Strange Coincidence or Supernatural Sensations?
After a late dinner, I took to walking the hallways and soaking in the atmosphere. It was creepy to be sure, but not enough to make me a believer — say what you will about energy and vibes, but this mostly felt like an old hotel whose residents were all firmly in the "living" category.
Two strange things did happen during the night, however.
The first was easy enough to explain away: my window opened and closed by itself. This was jarring in the moment, not least because I was getting ready for bed, but clearly the result of wind on a chilly night.

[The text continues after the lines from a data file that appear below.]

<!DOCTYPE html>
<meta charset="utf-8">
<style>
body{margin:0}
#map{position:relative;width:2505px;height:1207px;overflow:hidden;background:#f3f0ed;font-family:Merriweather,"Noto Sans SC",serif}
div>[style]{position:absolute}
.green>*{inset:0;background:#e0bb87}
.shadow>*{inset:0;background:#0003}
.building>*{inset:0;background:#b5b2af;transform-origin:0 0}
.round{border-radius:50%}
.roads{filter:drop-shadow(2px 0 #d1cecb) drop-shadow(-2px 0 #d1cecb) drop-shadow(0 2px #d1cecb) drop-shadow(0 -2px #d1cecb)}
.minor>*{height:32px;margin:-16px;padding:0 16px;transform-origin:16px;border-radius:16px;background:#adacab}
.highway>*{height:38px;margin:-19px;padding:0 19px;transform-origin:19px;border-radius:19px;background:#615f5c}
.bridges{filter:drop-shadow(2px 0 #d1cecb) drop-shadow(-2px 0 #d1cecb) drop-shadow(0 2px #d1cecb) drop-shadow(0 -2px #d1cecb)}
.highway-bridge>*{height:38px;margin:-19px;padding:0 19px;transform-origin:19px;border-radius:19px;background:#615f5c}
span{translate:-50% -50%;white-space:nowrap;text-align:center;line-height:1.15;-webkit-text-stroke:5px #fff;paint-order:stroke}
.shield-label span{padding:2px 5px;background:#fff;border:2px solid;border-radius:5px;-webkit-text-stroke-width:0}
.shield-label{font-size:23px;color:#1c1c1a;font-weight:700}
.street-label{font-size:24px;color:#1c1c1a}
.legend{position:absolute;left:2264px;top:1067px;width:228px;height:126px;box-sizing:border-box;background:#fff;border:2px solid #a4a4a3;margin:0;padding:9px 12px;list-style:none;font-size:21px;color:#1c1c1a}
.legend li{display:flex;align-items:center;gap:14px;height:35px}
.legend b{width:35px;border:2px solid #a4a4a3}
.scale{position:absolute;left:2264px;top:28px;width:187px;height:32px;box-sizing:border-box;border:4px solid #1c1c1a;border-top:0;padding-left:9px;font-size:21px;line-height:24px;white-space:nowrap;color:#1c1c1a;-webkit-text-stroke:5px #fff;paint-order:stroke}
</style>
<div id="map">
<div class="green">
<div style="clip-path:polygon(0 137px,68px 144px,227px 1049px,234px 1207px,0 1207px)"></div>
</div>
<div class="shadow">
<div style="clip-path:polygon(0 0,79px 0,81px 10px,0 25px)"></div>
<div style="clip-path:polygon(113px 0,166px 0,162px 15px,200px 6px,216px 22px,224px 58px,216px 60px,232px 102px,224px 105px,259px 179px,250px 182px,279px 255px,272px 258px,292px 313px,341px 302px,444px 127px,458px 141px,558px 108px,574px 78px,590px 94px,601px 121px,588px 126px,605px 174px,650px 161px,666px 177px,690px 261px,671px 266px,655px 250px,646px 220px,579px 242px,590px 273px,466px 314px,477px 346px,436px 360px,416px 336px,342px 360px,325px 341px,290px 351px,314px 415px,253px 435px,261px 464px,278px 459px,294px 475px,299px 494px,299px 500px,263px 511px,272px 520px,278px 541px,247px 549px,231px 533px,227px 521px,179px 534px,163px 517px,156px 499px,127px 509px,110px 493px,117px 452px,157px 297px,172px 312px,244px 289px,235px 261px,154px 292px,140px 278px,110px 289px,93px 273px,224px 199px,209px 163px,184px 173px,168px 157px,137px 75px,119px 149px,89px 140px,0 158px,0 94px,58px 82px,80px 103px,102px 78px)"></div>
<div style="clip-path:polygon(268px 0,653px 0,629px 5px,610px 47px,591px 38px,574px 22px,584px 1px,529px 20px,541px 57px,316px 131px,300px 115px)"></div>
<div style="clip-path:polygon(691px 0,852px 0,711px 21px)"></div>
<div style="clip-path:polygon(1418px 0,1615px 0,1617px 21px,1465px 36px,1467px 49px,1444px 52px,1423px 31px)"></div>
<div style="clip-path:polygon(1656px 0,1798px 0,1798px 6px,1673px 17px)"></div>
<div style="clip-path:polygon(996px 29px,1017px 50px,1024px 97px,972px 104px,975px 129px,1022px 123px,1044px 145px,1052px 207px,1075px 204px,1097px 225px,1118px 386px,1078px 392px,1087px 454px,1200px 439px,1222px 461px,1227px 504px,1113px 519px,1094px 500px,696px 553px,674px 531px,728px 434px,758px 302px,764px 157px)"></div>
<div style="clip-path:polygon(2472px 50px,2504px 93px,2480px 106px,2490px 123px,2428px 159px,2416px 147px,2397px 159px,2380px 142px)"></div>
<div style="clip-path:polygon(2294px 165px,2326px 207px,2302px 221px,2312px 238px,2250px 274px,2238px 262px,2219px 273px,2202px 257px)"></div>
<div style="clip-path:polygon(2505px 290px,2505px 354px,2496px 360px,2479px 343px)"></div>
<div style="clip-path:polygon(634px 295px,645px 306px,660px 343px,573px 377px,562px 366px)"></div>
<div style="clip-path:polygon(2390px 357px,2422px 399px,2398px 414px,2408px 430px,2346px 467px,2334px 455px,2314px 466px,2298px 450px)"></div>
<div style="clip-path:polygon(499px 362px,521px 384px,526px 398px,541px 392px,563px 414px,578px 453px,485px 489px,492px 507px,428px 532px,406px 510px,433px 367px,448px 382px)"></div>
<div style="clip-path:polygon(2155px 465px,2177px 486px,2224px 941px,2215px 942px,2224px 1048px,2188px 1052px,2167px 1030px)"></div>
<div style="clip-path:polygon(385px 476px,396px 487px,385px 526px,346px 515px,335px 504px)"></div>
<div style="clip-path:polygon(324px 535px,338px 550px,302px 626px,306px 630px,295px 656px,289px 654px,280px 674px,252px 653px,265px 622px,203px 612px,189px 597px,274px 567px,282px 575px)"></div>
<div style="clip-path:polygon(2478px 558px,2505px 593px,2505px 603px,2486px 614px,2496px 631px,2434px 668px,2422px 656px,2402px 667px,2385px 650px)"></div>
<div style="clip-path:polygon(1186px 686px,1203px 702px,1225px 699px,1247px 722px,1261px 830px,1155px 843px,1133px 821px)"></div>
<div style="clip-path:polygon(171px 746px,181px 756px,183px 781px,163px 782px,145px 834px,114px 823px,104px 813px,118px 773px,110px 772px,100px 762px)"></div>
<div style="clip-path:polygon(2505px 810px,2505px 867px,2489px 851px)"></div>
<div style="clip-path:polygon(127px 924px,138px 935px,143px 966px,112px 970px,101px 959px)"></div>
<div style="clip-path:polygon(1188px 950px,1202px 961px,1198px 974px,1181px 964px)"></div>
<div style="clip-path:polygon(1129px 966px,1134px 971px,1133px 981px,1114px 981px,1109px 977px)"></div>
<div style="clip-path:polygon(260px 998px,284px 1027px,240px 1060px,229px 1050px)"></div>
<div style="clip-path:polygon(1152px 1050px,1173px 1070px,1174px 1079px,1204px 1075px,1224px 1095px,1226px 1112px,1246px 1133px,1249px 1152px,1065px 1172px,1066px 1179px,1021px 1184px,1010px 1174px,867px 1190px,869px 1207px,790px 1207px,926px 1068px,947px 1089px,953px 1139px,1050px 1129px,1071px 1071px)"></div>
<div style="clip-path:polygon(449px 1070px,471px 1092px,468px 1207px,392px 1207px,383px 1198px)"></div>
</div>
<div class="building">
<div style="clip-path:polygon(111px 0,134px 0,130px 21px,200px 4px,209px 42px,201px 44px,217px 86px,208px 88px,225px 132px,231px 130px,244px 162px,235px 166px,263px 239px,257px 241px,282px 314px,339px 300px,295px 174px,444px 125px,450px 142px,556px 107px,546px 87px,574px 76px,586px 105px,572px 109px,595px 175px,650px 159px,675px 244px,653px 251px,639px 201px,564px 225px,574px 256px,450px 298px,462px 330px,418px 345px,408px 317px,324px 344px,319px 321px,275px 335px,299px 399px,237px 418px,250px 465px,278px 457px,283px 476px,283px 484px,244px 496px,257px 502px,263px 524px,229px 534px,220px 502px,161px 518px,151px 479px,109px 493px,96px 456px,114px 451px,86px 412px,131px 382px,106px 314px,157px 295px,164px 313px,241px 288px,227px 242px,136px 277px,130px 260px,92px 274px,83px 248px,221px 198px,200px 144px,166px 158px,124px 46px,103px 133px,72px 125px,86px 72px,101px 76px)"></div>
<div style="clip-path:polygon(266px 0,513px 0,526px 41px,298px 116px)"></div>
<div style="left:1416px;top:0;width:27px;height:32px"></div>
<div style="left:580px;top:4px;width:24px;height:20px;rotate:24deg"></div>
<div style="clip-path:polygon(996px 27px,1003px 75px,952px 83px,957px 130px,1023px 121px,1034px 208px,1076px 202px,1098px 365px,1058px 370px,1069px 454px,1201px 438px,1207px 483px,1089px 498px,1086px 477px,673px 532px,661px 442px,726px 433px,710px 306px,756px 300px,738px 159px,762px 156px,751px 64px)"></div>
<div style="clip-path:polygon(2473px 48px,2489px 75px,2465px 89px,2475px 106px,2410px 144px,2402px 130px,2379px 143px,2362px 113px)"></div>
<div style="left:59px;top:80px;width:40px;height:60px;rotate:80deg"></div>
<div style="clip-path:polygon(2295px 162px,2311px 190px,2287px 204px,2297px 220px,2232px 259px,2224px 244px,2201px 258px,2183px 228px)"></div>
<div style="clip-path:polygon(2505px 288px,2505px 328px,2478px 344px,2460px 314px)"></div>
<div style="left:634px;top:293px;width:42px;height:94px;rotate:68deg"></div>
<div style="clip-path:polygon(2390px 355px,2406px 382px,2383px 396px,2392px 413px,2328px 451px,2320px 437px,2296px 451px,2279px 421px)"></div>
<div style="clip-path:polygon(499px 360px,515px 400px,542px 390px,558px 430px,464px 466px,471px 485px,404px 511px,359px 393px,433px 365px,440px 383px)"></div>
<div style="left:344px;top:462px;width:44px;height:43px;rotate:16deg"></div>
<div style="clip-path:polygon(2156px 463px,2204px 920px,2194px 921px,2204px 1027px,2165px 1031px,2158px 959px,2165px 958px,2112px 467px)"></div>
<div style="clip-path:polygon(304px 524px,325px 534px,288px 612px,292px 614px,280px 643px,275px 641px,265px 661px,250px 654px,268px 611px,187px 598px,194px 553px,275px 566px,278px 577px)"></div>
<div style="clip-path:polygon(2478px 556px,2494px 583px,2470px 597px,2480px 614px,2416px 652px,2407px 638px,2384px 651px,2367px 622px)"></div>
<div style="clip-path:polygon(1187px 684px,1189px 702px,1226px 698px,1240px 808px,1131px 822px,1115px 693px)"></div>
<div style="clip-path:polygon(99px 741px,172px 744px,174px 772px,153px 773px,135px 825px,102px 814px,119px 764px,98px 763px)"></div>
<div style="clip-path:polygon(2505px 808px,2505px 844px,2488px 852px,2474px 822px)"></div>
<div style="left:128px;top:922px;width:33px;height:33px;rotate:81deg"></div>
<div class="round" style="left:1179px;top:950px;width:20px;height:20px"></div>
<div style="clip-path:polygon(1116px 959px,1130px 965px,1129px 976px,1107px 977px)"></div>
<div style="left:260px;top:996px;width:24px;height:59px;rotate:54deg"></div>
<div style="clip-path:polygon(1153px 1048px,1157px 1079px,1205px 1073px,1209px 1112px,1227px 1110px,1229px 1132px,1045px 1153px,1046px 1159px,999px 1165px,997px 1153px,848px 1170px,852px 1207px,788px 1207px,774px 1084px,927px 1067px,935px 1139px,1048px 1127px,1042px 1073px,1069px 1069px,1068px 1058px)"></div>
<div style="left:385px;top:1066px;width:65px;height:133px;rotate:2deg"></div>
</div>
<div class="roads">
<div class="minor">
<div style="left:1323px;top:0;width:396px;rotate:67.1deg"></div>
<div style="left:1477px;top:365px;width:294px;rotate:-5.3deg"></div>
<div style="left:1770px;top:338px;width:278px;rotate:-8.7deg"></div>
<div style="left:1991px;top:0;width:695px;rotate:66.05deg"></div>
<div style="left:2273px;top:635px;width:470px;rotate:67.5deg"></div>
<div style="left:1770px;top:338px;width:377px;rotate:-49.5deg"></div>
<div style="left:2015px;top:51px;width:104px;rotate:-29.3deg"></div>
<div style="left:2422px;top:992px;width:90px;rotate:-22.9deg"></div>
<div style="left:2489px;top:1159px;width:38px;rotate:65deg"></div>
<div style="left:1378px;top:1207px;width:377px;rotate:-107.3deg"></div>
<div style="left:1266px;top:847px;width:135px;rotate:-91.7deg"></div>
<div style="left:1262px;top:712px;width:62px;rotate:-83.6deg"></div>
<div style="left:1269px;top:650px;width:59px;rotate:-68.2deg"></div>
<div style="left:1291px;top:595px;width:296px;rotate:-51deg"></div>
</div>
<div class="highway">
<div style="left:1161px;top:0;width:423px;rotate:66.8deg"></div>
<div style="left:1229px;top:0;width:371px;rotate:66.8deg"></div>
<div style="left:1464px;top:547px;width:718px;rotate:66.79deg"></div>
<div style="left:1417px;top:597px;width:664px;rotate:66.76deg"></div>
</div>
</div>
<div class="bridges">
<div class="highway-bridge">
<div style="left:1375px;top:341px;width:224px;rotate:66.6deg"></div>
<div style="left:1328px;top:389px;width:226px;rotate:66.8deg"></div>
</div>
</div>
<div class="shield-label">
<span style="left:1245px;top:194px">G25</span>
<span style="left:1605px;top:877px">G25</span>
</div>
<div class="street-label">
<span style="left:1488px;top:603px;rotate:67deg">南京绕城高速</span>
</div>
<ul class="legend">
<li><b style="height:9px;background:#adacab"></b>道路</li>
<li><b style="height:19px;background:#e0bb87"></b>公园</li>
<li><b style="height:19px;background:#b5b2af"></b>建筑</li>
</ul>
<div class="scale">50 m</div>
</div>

The second was...less so. As I was in that strange state of half-sleep, close to dreaming but not actually aware of it until after the fact, I was abruptly woken up by the sound of someone breathing just a few inches from my face. A rational person would say that I was hearing myself and the only reason I noticed at all is because I was in a state of heightened awareness, if only on a subconscious level. But a person being woken up by strange sounds in a haunted room at 1:48 in the morning isn’t especially rational. I’ll admit to having been spooked enough to turn on the lights and look around, heart racing, before falling back asleep. Well played, Lord Dunraven.
The question I kept asking myself the next morning was whether I would have been as unsettled had the same thing happened in the comfort of my own bed. Probably not: being in a quote-unquote haunted space primes you to think a certain way, looking for things that may or may not be there, and reaching conclusions before you've gathered the evidence necessary to support them.
Which isn't to say that it wasn't frightening in much the same way as a horror movie. I still may not believe in ghosts, but I’d like to believe that I can still be persuaded.